A second error regards the evaporation-based velocity component defined by WPL80 in their Eq. 14. This term due to the water vapour flux is in error because it represents an attempt to describe dynamics based on the ideal gas law, expressed in Eq. 8c of WPL80. The previous section shows that such a kinematic description, neglecting the lower molecular mass of water vapour (versus dry air), leads to a bias in system momentum. In the absence of temperature fluctuations, Eq. 8c of WPL80 states that an increase in water vapour results in an equal decrease in dry air, on a molar basis. By contrast, we define turbulent perturbations on a (fractional) mass basis. The difference between the two approaches thus includes a factor of proportionality that is the ratio of molecular masses that WPL80 define as µ. For isothermal conditions (no heat flux), this µ is essentially the difference between the Stefan flow (Kowalski 2017) and Eq. 14 of WPL80.

Thirdly, the exclusion of water vapour from the denominator of the CO₂ mixing ratio, which WPL80 use to define the turbulent flux, neglects the intrinsically bilateral nature of diffusion.
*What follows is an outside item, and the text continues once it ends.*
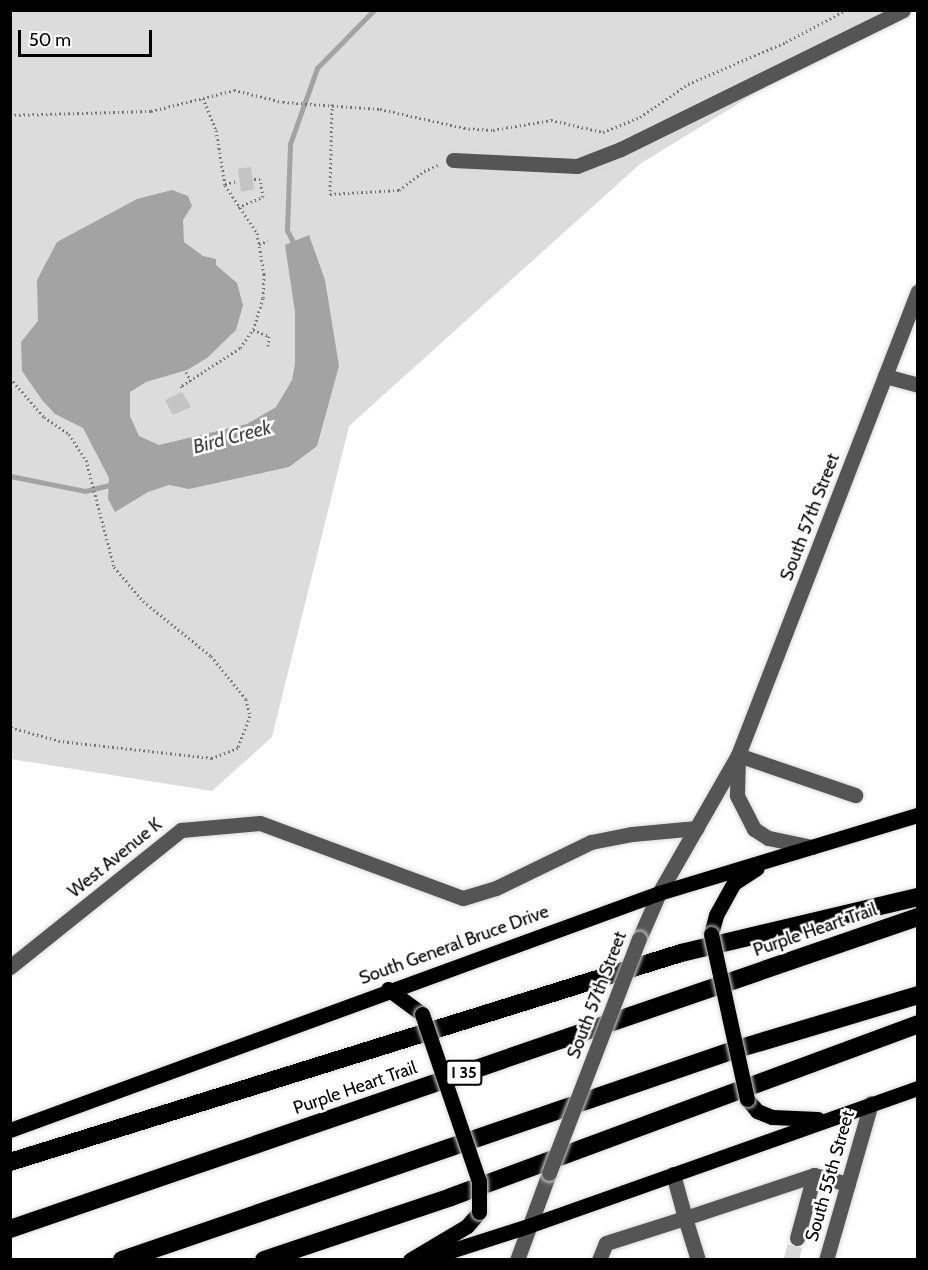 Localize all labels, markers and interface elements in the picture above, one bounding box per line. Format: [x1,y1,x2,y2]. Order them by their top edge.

As the dominant surface exchange process, evaporation promotes not only upward diffusion of water vapour but also downward diffusion of dry air, including CO₂. This is aptly illustrated by considering the case of steady-state evaporation with null CO₂ exchange, such that the net CO₂ flux (F_c) is exactly zero. Because of space occupied by newly introduced water vapour, air near the evaporating surface is diluted with regard to CO₂ (or any dry air species), whose turbulent flux is therefore downward. However, evaporated water vapour not only dilutes but also displaces other gas species, and so the downward turbulent flux is accompanied by upward systematic transport of CO₂ by the Stefan flow. The two components cancel each other to yield F_c = 0. The WPL80 mixing-ratio-based definition gets the net flux correct (unaffected by evaporation, r_c is constant in this example), but falsely characterises the net flux as wholly turbulent.

5 Revised Definitions of Gas Fluxes

5.1 A “New” Definition of the Turbulent CO₂ Flux

The following formulation presents the total CO₂ flux F_c (kg m⁻² s⁻¹) as the sum of two independent (disentangled) fluxes, the non-diffusive flux due to transport by systematic motion (F_c,ndiff) and the turbulent or diffusive flux (F_c,diff)

$$ F_{{\text{c}}} = F_{{\text{c,ndiff}}} + F_{{\text{c,diff}}} = w_{{\text{s}}} \overline{\rho }_{{\text{c}}} + \overline{{\rho w^{{\prime \prime }} f_{{\text{c}}}^{{\prime \prime }} }} , $$

(4)

where \({w}_{\mathrm{s}}=\frac{E}{\stackrel{-}{\rho }}\) is the Stefan flow velocity (m s⁻¹; Kowalski 2017), E the evaporation rate (kg m⁻² s⁻¹) and \(\bar{{\rho }_{\mathrm{c}}}\) the average CO₂ density (kg m⁻³). Fluctuations (double primes) of both vertical wind velocity and CO₂ mass fractions are calculated about mean values obtained via density-weighted averaging (Sect. 2.1 and Eqs. 8–9 of Kowalski 2012). The final overbar on the right-hand side of (4), representing arithmetic averaging, is justified because it overlies conserved CO₂ (eddy) momentum.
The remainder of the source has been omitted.